Exploring Our Industrial Heritage: Texas Oil (Part II)
The Permian Basin Petroleum Museum in Midland Texas showcases the deep heritage of our petroleum industry. From fossil formation to end consumer, its all here. Read all about it! (Part I starts here: Exploring Our Industrial Heritage: Texas Petroleum -Part I)
How Did the Crude Get There?
The Permian Basin, where all of this crude oil has accumulated, was once a warm, shallow sea. Sea life thrived there for over 200 million years. The life forms included not only fish and plants but also billions of microscopic creatures that absorbed energy from the sun into their carbon-based organic structures.
Layers and layers of these organisms lived and died and covered the seabed with organic matter. Over vast spans of geological time, sediment covered it too. The Permian Sea slowly dried-up, heated and pressurized. This process converted the once living organisms into crude oil and hardened the seabed above the crude, trapping the oil in a massive underground reservoir.
The Growing Demand for Oil
While the history of man’s usage of crude oil and oil drilling itself dates back nearly 2000 years, demand for oil changed over time as technology advanced. In earlier centuries, oil was indeed valuable, but not for the same reasons it is today.
In previous centuries, crude was primarily processed and separated into kerosene and sold as lamp oil. Horse drawn wagons delivered small tank carts full of kerosene to small towns and cities and it was used by people to light lanterns in their homes at night. As the kerosene was separated from the crude, the other oil byproducts, such as gasoline were disposed as unneeded forms of the product.
As the industrial revolution progressed, the demand for oil grew.

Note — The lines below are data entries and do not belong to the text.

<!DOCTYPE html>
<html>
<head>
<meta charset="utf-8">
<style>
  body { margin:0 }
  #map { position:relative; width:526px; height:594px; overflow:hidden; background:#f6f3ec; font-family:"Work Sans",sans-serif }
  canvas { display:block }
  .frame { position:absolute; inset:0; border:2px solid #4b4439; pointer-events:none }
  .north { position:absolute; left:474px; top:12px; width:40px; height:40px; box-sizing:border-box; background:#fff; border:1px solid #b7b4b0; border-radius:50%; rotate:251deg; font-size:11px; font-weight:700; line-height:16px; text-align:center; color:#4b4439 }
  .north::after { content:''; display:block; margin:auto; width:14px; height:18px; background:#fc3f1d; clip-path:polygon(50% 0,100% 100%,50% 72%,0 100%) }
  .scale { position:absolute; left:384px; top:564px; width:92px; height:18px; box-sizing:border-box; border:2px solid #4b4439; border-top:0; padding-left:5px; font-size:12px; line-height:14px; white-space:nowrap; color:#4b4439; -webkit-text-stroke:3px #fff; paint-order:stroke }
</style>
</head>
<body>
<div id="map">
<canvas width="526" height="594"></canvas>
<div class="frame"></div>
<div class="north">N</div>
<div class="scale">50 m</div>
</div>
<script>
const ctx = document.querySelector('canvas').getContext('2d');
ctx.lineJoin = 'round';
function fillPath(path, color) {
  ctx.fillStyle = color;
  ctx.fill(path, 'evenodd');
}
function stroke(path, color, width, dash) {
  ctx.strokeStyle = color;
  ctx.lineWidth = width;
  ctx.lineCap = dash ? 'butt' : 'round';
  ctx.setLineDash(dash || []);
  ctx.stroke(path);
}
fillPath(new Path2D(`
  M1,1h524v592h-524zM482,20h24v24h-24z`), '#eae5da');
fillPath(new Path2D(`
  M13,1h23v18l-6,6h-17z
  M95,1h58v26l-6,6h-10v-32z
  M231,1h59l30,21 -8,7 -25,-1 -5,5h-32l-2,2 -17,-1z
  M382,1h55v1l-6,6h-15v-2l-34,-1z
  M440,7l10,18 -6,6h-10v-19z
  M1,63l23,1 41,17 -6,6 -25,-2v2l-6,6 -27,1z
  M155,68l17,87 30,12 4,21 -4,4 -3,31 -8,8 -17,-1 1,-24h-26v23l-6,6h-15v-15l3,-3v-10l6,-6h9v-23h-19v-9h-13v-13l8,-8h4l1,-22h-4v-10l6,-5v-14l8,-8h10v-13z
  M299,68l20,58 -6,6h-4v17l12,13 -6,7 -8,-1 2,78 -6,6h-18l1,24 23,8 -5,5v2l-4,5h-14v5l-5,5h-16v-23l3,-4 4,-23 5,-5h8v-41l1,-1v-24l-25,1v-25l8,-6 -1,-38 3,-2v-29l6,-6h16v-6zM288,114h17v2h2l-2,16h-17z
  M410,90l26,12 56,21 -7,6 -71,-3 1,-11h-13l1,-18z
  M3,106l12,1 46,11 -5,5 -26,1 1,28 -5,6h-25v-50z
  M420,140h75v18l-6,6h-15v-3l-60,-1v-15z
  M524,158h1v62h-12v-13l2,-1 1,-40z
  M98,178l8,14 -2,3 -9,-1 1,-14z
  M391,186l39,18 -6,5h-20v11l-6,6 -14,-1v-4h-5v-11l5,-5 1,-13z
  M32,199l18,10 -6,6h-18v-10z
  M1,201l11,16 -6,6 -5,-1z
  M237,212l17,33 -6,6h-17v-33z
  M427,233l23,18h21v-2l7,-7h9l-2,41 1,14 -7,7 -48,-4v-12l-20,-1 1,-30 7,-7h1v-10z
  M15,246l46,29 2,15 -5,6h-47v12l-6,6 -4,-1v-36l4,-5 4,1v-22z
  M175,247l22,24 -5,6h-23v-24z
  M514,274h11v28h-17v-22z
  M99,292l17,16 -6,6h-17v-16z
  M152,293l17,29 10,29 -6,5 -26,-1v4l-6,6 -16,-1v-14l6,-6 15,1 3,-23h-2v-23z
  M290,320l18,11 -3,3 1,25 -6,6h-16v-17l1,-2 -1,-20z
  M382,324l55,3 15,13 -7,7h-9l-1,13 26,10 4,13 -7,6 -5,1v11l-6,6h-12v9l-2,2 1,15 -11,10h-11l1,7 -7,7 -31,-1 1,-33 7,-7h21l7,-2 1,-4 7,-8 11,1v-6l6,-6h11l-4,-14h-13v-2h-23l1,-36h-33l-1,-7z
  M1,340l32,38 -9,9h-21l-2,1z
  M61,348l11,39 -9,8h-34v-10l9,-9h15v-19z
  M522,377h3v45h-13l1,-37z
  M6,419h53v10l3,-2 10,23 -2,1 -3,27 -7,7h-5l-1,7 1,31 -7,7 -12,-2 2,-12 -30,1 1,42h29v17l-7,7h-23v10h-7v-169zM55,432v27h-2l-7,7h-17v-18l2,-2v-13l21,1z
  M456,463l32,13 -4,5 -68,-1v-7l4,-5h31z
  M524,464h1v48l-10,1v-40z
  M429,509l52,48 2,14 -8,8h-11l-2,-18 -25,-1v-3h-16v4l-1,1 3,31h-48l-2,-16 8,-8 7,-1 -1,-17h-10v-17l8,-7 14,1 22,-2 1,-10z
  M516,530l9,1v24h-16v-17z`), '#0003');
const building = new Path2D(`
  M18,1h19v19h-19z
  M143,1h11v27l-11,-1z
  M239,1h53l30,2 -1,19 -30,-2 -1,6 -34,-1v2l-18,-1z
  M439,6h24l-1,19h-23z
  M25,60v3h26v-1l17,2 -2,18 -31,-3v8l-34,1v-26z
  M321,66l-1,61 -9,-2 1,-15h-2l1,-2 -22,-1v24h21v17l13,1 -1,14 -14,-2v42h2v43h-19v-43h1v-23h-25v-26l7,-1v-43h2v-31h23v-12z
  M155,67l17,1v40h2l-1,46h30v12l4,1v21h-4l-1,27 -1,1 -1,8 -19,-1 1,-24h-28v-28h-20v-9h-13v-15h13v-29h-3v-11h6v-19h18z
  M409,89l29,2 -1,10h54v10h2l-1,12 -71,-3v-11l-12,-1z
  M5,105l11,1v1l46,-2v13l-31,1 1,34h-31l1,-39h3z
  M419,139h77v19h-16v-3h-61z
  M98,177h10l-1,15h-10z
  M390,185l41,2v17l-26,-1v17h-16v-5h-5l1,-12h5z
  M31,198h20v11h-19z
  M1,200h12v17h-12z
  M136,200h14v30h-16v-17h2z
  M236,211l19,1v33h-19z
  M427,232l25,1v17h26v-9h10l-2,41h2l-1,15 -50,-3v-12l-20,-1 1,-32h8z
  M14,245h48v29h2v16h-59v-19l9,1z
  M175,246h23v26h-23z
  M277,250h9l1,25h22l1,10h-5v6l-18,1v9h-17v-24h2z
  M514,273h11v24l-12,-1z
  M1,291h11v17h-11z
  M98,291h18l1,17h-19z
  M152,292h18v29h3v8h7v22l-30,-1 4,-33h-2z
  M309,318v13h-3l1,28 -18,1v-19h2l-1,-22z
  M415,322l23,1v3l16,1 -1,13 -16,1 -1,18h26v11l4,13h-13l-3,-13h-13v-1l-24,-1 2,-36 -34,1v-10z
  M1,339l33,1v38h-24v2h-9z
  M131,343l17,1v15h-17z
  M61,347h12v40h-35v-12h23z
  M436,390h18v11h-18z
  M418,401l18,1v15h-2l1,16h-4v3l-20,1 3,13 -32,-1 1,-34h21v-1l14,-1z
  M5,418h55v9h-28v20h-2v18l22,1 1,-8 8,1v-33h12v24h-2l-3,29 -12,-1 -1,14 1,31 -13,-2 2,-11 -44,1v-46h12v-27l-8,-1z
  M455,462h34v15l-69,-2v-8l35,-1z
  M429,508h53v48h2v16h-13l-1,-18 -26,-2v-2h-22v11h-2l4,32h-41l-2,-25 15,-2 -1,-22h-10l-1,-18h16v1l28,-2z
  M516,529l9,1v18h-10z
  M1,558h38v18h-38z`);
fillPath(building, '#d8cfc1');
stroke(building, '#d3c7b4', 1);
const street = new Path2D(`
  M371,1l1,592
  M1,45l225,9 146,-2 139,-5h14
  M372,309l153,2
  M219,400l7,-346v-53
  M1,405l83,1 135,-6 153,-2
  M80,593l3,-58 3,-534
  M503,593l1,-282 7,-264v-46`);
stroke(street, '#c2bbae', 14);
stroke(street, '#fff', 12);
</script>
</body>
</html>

Machine lubrication was a requirement for machine-based production. With the invention of the oil burner, Kerosene eventually became a standard source for home heating, replacing coal stoves. Finally, the invention of and mass production of the automobile drove the demand for gasoline to new never-ending heights of usage. Worldwide oil dependency was solidified.
Moving from the turn of the 19th century into the roaring 20’s and through the great depression, oil and gas demand transitioned from ‘convince products” to “required for human life products”. Oil and gas literally fueled the world’s industrial revolution and advanced humankind to new levels of existence.
Oil is a key component of plastics and after World War II, plastics became part of our daily lives. Today, petroleum-based products are now found in every facet of our modern society. The demand for oil is undeniable and seemingly unstoppable. Although we seek alternatives, there is no doubt that oil still fuels our modernization.
Think about it. The toothbrushes we use in the morning, the yogurt containers we eat from, the shoes we put on, the cars we drive, the roads we drive on, the computers we type at, the wall paint we look at, the roofs that protects us and the endless number of other products that all contain petroleum. Amazingly enough, our daily existence is tied to prehistoric sea life in the now liquid form of crude oil.
What About Your Factory?
Could your factory operate without petroleum-based products. I can say with certainty, that I have never been exposed to a manufacturing process that didn’t rely on some form of it. The scope of factory usage includes a wide range of forms, from the basic raw material components, cleaning products, fuel and machine lubricants. So not only do our households require an endless array of petroleum products, our factories and businesses do to. Like it or not, the fabric of our modern lives requires oil and gas products.
Exploring the Process from Crude to Usable
If you work in manufacturing, then you know that every process looks simple on the surface, but with high-volume processing and finished product variety, comes manufacturing complexity. Petroleum processing is no different. There is complexity at every step in the process.
At the top level, it’s simple. Drill for oil, transport it, separate the products, convert the products, treat them and ship them. I’m sure you can appreciate the complexities involved in each of these steps though.
Drilling alone starts with simply finding the oil and finding the oil requires experts, specifically knowledgeable geologists. Then comes the complexity of drilling 11,000 – 16,000 feet down into the earth, through a variety of bedrocks using diamond hard drill bits. Skilled drillers do this work. The refining process requires teams of engineers including not only degreed petroleum engineers, but chemical engineers and mechanical engineers as well. The supply-chain logistics of the entire process has its own level of complexity too. Maintaining a steady flow from drilling and through refining to customers worldwide requires the relentless attention of an army of supply chain managers.
Let’s face it, we all take our petroleum products for granted. We want what we want when we want it. When gas prices are high, it hurts us and we complain. We like to demonize the oil companies and their executives. At times, our complaints are warranted but ultimately, we should appreciate the conveniences that petroleum provides us and the people who provide it.
Is It Sustainable?
I don’t think we will ever totally divorce ourselves from fossil fuels. But I hope and believe that we can develop technologies and alternatives that will reduce our demand for it. But regardless of our future and the place petroleum holds within that future, it will always be the cornerstone of our industrial heritage.